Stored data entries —
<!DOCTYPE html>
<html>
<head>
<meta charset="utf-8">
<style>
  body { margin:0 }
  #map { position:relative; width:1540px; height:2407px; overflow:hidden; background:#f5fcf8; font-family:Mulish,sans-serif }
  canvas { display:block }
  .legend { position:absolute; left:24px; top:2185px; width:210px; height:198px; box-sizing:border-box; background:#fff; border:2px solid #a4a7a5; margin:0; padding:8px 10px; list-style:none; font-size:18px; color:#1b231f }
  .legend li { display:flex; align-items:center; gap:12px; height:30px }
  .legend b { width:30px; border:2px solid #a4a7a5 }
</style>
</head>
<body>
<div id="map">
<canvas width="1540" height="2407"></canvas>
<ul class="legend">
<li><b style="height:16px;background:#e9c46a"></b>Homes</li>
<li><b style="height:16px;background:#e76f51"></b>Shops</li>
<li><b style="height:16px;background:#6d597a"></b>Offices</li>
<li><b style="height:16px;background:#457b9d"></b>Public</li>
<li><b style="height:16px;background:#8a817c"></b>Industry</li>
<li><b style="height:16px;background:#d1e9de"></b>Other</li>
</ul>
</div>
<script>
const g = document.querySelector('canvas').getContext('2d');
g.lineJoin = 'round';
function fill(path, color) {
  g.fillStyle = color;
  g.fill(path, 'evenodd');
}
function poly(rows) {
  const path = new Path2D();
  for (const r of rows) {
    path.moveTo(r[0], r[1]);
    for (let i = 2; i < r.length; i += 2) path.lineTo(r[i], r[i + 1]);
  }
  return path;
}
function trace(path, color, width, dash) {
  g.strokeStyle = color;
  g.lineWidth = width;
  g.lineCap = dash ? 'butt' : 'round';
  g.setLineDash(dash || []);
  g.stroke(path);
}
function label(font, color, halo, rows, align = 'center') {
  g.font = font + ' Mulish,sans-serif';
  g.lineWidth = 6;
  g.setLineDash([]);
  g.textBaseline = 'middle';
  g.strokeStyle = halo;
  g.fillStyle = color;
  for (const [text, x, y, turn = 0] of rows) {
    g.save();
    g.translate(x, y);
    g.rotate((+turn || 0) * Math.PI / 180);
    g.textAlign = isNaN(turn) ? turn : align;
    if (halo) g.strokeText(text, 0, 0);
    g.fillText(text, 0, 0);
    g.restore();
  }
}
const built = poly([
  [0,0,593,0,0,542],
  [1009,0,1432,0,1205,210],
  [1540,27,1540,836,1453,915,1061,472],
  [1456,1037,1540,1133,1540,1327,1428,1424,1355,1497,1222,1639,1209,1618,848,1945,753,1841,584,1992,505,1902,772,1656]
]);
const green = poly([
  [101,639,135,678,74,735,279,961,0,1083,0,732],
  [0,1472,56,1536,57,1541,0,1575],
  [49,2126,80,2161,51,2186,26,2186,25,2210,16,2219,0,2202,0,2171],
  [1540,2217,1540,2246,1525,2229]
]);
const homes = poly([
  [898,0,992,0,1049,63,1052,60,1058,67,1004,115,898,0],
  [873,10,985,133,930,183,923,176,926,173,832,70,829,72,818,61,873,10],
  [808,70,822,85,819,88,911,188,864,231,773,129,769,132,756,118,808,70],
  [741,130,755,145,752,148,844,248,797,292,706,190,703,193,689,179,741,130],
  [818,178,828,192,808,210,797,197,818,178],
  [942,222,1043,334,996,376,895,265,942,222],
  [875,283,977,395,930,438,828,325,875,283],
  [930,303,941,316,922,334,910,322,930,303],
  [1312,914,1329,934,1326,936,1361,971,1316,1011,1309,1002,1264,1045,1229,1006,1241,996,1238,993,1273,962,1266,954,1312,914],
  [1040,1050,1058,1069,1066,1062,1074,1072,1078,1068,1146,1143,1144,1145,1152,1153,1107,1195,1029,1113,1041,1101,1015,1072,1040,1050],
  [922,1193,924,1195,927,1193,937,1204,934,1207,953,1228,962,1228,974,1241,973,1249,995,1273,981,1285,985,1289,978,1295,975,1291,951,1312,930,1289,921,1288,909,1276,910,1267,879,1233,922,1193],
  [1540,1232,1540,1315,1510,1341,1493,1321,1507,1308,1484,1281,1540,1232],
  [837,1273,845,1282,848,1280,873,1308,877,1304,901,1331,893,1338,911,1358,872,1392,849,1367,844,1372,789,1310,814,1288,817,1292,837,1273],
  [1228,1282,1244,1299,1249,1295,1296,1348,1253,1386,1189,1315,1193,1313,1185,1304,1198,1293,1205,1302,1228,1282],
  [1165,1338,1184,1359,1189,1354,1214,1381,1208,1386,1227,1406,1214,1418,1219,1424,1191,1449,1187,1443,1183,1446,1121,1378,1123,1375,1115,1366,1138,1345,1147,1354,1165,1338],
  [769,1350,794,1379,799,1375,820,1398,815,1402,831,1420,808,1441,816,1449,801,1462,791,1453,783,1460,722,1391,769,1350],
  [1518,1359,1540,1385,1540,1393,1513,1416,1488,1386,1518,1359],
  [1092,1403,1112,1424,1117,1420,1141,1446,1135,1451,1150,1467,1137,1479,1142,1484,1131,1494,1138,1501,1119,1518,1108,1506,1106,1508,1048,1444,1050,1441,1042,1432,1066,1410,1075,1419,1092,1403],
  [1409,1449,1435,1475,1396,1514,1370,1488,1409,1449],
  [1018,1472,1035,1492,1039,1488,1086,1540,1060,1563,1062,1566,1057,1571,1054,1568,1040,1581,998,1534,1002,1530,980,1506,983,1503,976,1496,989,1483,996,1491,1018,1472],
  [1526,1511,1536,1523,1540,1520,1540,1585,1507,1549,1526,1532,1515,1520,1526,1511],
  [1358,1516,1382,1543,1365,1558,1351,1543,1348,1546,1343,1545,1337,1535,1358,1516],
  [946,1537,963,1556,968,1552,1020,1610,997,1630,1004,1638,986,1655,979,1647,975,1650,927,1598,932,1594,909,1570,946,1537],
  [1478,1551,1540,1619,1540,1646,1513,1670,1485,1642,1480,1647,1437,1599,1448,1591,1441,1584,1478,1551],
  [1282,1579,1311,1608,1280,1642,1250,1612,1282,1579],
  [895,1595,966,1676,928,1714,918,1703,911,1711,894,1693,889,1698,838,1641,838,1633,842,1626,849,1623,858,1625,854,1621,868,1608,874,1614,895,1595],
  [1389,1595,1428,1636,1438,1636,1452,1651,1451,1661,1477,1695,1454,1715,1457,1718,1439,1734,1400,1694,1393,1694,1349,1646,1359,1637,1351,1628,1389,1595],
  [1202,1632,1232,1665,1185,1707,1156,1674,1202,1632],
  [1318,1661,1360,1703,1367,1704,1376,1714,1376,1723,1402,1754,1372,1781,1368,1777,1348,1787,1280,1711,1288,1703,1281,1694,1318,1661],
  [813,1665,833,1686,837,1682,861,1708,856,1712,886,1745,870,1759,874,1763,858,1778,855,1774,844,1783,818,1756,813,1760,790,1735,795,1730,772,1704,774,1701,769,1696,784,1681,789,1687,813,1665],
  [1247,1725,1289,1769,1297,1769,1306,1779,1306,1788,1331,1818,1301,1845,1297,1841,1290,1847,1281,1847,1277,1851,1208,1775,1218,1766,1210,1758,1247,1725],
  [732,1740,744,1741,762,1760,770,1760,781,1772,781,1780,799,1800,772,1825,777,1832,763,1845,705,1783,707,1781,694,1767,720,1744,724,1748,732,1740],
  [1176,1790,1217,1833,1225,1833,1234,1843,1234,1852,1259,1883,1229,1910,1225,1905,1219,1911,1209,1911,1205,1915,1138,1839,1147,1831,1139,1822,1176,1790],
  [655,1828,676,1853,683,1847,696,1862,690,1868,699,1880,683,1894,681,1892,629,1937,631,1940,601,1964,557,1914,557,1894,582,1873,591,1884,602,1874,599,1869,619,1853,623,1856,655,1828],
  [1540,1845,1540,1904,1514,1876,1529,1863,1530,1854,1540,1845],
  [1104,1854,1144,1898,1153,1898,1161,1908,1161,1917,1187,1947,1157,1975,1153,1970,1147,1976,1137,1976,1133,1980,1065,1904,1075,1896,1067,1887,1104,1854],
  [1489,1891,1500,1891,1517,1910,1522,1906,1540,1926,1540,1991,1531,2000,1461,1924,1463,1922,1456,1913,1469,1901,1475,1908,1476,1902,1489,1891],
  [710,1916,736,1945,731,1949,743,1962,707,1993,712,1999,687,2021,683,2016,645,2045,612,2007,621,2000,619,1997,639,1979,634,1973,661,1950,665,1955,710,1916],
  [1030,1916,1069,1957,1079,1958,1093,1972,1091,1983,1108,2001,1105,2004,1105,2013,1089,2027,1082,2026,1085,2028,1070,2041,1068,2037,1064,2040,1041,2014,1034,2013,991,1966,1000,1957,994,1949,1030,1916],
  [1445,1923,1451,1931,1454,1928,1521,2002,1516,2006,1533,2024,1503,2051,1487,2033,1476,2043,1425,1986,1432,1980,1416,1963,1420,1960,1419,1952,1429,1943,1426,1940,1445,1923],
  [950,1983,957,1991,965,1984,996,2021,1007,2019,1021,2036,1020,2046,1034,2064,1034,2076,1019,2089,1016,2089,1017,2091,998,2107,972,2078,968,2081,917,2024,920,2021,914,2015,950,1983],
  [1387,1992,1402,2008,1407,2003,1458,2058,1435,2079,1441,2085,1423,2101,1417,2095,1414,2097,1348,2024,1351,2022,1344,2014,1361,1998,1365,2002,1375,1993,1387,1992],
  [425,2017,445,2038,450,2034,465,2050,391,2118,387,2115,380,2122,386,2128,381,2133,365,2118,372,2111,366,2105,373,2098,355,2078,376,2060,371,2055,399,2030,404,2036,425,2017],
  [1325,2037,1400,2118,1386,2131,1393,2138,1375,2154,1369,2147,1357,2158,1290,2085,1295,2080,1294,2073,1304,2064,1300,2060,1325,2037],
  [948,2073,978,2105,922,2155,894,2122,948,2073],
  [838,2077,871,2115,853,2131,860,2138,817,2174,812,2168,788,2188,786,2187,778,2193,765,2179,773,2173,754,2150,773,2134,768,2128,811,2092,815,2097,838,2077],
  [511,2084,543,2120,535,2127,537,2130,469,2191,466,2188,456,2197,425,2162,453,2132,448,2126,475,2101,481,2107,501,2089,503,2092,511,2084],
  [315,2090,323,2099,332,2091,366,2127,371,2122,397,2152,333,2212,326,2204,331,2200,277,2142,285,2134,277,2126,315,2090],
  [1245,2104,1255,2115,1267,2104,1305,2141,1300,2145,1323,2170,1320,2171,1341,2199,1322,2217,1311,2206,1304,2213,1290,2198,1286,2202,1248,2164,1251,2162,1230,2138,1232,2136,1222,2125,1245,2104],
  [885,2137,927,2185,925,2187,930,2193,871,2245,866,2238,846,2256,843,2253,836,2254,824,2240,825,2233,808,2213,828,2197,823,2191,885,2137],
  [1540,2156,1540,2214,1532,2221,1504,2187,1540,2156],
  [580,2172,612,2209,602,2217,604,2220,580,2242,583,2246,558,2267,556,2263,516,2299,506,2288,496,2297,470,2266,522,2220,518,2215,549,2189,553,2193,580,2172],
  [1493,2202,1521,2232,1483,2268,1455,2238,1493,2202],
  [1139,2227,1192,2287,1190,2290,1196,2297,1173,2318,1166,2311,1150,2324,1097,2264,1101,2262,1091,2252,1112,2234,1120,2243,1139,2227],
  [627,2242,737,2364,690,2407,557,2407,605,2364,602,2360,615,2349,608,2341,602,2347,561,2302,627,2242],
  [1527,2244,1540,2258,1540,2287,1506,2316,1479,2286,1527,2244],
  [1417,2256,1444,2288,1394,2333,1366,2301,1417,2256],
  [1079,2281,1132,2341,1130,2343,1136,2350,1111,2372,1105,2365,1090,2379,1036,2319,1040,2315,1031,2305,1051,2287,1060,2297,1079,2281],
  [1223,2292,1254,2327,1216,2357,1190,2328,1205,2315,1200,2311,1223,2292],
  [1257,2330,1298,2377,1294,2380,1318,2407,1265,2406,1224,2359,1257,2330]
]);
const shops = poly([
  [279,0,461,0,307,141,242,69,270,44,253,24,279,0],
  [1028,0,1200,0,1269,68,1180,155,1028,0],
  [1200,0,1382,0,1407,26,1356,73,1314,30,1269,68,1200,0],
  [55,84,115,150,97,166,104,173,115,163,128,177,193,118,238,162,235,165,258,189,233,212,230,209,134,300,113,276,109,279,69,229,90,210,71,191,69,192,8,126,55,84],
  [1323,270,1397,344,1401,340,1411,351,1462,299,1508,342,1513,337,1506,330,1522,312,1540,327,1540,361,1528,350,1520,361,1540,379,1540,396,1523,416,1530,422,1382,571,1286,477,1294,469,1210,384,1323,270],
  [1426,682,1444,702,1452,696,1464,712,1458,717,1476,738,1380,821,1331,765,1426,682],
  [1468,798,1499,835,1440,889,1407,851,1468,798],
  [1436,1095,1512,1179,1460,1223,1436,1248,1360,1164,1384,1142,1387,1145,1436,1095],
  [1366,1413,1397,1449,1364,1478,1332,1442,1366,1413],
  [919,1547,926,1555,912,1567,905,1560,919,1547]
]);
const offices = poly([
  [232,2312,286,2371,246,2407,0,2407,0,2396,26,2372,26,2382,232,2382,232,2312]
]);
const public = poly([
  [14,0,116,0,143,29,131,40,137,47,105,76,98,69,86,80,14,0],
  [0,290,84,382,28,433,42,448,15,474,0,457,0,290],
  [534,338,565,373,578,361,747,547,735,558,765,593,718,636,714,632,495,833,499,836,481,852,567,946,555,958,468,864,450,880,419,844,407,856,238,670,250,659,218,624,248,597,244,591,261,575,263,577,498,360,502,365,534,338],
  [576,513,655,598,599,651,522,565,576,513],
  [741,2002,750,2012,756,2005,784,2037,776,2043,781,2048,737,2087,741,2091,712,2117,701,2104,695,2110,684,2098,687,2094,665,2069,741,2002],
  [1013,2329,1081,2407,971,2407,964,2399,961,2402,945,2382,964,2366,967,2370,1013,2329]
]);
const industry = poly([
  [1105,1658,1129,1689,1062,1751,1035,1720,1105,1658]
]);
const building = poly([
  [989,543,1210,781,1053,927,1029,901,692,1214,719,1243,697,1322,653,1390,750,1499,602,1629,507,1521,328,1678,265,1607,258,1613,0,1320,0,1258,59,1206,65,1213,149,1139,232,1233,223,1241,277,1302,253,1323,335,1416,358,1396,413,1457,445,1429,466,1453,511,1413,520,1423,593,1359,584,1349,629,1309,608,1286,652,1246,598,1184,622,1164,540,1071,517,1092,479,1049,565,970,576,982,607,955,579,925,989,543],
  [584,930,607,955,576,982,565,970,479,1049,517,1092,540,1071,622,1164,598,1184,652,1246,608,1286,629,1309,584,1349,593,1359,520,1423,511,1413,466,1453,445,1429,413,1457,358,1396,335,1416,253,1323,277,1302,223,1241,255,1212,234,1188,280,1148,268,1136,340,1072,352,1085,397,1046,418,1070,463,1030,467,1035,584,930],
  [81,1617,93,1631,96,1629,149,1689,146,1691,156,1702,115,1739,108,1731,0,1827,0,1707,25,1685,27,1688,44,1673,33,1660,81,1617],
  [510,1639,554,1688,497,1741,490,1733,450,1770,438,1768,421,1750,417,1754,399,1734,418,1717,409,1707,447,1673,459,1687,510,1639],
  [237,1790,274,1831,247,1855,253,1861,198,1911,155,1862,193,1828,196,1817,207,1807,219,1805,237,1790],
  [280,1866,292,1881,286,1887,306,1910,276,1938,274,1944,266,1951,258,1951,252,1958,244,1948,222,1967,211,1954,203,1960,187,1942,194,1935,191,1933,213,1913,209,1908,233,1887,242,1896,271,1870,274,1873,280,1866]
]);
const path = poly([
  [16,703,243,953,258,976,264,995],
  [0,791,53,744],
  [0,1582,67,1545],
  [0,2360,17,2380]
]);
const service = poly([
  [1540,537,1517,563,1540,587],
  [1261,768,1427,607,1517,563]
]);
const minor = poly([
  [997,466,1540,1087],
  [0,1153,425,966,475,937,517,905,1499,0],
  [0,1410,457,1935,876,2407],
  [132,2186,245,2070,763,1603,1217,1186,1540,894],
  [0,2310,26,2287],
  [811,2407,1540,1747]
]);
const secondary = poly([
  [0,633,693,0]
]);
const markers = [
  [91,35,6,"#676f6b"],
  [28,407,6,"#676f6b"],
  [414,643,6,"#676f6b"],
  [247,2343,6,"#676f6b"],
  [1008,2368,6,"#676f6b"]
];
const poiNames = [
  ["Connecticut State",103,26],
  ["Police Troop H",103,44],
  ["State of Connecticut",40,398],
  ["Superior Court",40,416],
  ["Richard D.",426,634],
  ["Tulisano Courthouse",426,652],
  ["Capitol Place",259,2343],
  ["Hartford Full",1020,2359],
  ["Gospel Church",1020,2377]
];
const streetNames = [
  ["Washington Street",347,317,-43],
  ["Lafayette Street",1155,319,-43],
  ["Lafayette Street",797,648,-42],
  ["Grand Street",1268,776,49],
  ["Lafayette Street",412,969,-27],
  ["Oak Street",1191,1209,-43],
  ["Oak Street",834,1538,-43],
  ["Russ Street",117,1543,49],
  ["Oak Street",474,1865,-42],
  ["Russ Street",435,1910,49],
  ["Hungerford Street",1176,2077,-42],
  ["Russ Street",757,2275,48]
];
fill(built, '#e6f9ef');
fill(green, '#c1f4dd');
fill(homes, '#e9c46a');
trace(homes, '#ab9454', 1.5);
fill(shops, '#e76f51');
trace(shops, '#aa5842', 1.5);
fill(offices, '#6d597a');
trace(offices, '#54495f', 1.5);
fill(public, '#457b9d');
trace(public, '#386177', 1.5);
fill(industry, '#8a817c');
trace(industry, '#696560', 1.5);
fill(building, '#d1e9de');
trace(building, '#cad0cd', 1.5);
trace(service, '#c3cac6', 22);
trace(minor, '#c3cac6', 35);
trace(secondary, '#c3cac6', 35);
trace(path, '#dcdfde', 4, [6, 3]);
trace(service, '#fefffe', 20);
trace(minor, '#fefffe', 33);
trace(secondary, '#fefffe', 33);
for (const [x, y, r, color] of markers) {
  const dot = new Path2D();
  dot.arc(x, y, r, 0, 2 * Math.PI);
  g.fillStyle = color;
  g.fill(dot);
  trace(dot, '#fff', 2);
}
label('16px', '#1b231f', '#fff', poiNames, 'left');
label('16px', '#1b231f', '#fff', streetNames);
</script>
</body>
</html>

Prompt — Please copy only these lines, exactly: the first line of the records through the line containing "g.textAlign = isNaN(turn) ? turn : align;", ends included.

Response box —
<!DOCTYPE html>
<html>
<head>
<meta charset="utf-8">
<style>
  body { margin:0 }
  #map { position:relative; width:1540px; height:2407px; overflow:hidden; background:#f5fcf8; font-family:Mulish,sans-serif }
  canvas { display:block }
  .legend { position:absolute; left:24px; top:2185px; width:210px; height:198px; box-sizing:border-box; background:#fff; border:2px solid #a4a7a5; margin:0; padding:8px 10px; list-style:none; font-size:18px; color:#1b231f }
  .legend li { display:flex; align-items:center; gap:12px; height:30px }
  .legend b { width:30px; border:2px solid #a4a7a5 }
</style>
</head>
<body>
<div id="map">
<canvas width="1540" height="2407"></canvas>
<ul class="legend">
<li><b style="height:16px;background:#e9c46a"></b>Homes</li>
<li><b style="height:16px;background:#e76f51"></b>Shops</li>
<li><b style="height:16px;background:#6d597a"></b>Offices</li>
<li><b style="height:16px;background:#457b9d"></b>Public</li>
<li><b style="height:16px;background:#8a817c"></b>Industry</li>
<li><b style="height:16px;background:#d1e9de"></b>Other</li>
</ul>
</div>
<script>
const g = document.querySelector('canvas').getContext('2d');
g.lineJoin = 'round';
function fill(path, color) {
  g.fillStyle = color;
  g.fill(path, 'evenodd');
}
function poly(rows) {
  const path = new Path2D();
  for (const r of rows) {
    path.moveTo(r[0], r[1]);
    for (let i = 2; i < r.length; i += 2) path.lineTo(r[i], r[i + 1]);
  }
  return path;
}
function trace(path, color, width, dash) {
  g.strokeStyle = color;
  g.lineWidth = width;
  g.lineCap = dash ? 'butt' : 'round';
  g.setLineDash(dash || []);
  g.stroke(path);
}
function label(font, color, halo, rows, align = 'center') {
  g.font = font + ' Mulish,sans-serif';
  g.lineWidth = 6;
  g.setLineDash([]);
  g.textBaseline = 'middle';
  g.strokeStyle = halo;
  g.fillStyle = color;
  for (const [text, x, y, turn = 0] of rows) {
    g.save();
    g.translate(x, y);
    g.rotate((+turn || 0) * Math.PI / 180);
    g.textAlign = isNaN(turn) ? turn : align;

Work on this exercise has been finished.